● Information shown
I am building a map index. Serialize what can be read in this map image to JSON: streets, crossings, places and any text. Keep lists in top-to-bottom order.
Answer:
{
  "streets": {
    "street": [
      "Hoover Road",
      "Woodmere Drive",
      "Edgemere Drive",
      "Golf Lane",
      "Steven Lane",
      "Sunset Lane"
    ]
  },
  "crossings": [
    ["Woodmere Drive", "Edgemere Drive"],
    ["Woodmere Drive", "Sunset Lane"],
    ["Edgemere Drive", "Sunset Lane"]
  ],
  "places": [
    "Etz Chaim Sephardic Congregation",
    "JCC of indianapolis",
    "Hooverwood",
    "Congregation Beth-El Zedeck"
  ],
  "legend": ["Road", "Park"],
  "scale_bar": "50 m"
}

● What the task requires
Each line shown above needs to be transcribed exactly.

● Completed exercise
I am building a map index. Serialize what can be read in this map image to JSON: streets, crossings, places and any text. Keep lists in top-to-bottom order.
Answer:
{
  "streets": {
    "street": [
      "Hoover Road",
      "Woodmere Drive",
      "Edgemere Drive",
      "Golf Lane",
      "Steven Lane",
      "Sunset Lane"
    ]
  },
  "crossings": [
    ["Woodmere Drive", "Edgemere Drive"],
    ["Woodmere Drive", "Sunset Lane"],
    ["Edgemere Drive", "Sunset Lane"]
  ],
  "places": [
    "Etz Chaim Sephardic Congregation",
    "JCC of indianapolis",
    "Hooverwood",
    "Congregation Beth-El Zedeck"
  ],
  "legend": ["Road", "Park"],
  "scale_bar": "50 m"
}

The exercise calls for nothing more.